I was most interested in the strong ideas slaves held about proper burial. Many believed that if you were not buried, you were forced to stay amongst the living in some way. You could not enter into any kind of restful afterlife if you remained unburied and did not have a funeral. In some ways, this isn’t so different from our own culture: American funerals today are often about telling stories about the dead as a way of honoring them, of remembering their good parts and quirks. I thought that if I wrote about a group of slaves, it would be a way of honoring them, of honoring their lives, however dismal. My characters were not to be buried correctly by fellow slaves; they were to be “buried” or “sent off” by me, in poems.
I continued to research about slavery and then stopped after a while because what I discovered as I read deeper and deeper into the history of slavery was simply unbearable. I began to look at everyone I passed on the street, imagining us as we might have been during slavery: that person would be a master, that person would be a slave; who would I be as a light-skinned “mulatto”? Those kinds of questions began to trouble me a great deal. I started to really distrust white people, for example, an especially bothersome feeling as I am half white. To continue writing, I had to stop researching. I felt I knew enough about what had happened during the history of slavery for my poems to continue to come from an authentic place.

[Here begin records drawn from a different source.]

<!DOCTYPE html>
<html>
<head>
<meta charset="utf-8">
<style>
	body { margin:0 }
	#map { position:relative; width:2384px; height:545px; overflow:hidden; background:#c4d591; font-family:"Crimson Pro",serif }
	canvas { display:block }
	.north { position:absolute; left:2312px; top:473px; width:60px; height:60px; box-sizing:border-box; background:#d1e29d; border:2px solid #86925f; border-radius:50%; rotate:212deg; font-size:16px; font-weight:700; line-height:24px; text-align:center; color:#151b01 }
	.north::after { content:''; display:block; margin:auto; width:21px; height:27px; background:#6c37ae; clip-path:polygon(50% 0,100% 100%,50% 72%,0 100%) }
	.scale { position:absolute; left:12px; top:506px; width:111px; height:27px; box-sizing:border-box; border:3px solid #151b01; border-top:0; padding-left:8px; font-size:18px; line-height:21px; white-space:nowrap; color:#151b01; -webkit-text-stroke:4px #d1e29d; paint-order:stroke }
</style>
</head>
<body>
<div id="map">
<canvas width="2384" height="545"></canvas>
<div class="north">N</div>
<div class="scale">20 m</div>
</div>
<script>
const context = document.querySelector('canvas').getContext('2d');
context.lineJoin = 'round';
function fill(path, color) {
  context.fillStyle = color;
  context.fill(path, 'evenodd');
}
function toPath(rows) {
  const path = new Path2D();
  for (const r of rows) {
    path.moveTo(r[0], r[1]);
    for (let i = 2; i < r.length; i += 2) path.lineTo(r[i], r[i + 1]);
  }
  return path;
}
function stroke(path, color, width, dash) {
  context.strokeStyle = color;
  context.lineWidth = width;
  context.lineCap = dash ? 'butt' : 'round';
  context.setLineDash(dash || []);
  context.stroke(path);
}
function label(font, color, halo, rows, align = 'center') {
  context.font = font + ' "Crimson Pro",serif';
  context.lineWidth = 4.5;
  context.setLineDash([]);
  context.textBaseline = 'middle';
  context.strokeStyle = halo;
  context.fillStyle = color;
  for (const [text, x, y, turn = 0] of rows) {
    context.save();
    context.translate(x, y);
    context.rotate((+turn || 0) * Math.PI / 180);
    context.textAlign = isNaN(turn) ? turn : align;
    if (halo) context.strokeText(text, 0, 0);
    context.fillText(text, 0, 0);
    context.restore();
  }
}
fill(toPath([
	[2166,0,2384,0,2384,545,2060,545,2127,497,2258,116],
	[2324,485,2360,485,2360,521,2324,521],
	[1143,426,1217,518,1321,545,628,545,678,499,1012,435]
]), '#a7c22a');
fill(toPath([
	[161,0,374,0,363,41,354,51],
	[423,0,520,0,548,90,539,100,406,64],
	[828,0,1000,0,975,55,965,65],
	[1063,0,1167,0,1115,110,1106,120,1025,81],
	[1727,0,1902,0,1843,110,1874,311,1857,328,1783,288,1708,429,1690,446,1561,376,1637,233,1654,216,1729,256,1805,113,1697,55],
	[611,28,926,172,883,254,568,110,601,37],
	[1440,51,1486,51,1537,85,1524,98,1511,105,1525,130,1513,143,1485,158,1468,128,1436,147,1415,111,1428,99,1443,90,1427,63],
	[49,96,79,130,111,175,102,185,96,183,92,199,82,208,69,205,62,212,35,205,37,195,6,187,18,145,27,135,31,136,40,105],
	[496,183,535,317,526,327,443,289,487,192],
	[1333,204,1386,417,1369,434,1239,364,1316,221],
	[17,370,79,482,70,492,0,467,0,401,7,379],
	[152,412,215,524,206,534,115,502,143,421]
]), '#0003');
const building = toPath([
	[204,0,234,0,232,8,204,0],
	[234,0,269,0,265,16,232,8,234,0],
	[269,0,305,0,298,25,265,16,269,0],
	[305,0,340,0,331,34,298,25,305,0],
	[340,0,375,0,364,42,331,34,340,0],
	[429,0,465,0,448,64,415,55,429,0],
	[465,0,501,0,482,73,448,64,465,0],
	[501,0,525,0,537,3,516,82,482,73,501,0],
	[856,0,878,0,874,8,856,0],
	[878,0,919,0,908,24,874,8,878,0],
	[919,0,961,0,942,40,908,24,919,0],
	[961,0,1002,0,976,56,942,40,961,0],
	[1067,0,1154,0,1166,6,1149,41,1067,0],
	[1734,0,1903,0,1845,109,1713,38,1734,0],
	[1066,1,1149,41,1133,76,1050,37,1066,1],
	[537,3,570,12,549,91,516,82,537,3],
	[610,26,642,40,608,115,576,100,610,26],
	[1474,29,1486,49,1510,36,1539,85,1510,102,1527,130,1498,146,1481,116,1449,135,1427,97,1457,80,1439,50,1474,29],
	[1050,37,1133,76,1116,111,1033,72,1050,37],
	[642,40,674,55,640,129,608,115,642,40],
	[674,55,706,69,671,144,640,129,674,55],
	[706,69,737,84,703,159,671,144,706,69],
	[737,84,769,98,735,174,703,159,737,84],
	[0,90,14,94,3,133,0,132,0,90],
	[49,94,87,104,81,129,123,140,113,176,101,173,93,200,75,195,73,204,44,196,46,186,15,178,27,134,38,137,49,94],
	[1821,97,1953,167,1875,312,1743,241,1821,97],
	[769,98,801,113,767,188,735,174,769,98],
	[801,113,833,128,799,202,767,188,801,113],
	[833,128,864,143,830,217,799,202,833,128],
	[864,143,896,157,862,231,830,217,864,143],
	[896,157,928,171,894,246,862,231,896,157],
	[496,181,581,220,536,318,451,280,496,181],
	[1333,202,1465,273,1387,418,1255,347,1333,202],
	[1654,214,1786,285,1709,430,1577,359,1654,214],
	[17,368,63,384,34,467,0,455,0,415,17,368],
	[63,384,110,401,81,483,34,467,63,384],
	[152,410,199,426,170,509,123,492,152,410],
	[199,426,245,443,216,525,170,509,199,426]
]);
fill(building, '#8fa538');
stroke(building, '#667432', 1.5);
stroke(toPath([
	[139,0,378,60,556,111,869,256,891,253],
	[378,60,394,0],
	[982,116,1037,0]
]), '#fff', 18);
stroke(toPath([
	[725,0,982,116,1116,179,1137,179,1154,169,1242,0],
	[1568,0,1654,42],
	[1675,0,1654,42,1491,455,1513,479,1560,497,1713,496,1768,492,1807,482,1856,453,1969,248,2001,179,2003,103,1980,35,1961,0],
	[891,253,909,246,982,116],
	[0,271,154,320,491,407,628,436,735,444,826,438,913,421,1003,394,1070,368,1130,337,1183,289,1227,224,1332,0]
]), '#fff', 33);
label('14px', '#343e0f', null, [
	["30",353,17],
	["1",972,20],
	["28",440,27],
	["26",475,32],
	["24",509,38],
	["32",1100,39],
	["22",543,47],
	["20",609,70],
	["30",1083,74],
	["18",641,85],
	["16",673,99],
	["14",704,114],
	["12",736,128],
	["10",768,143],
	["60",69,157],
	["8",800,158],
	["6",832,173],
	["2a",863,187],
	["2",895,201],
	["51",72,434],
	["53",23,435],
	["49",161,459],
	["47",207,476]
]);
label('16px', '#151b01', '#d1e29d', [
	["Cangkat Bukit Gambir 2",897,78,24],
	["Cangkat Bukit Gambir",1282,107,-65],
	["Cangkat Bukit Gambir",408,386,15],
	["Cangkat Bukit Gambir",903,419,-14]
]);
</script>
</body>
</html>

I had wanted to ask my father about his great-grandmother, a former slave. When I was a child, the only thing my father ever said about her was that she was very violent, very mean. My mother advised me against asking about my great-great-grandmother—and I heeded her advice. About a week later, I had a dream in which a group of slaves was standing at my kitchen window, looking in. I felt certain that those dream slaves were real, and they were asking me, however silently, to write about them so that they could have their peace and rest. I also felt certain that the slaves I was writing about were somehow related to me, and that I would discover my ancestors by writing about them. I trusted these people would come to me via writing the poems, and they did. I determined that as someone who is half African American, I hold the experience of slavery somewhere in my unconscious mind. I also decided that if I focused only on writing about it, my hand would unearth whatever was hidden in my internal historical memory. Sometimes, I think I was Clea, the main voice that arose in this project, that I am just a continuation of her life, and that I wrote her story from personal experience, a personal experience that was uncovered by my difficult foray into research about slavery.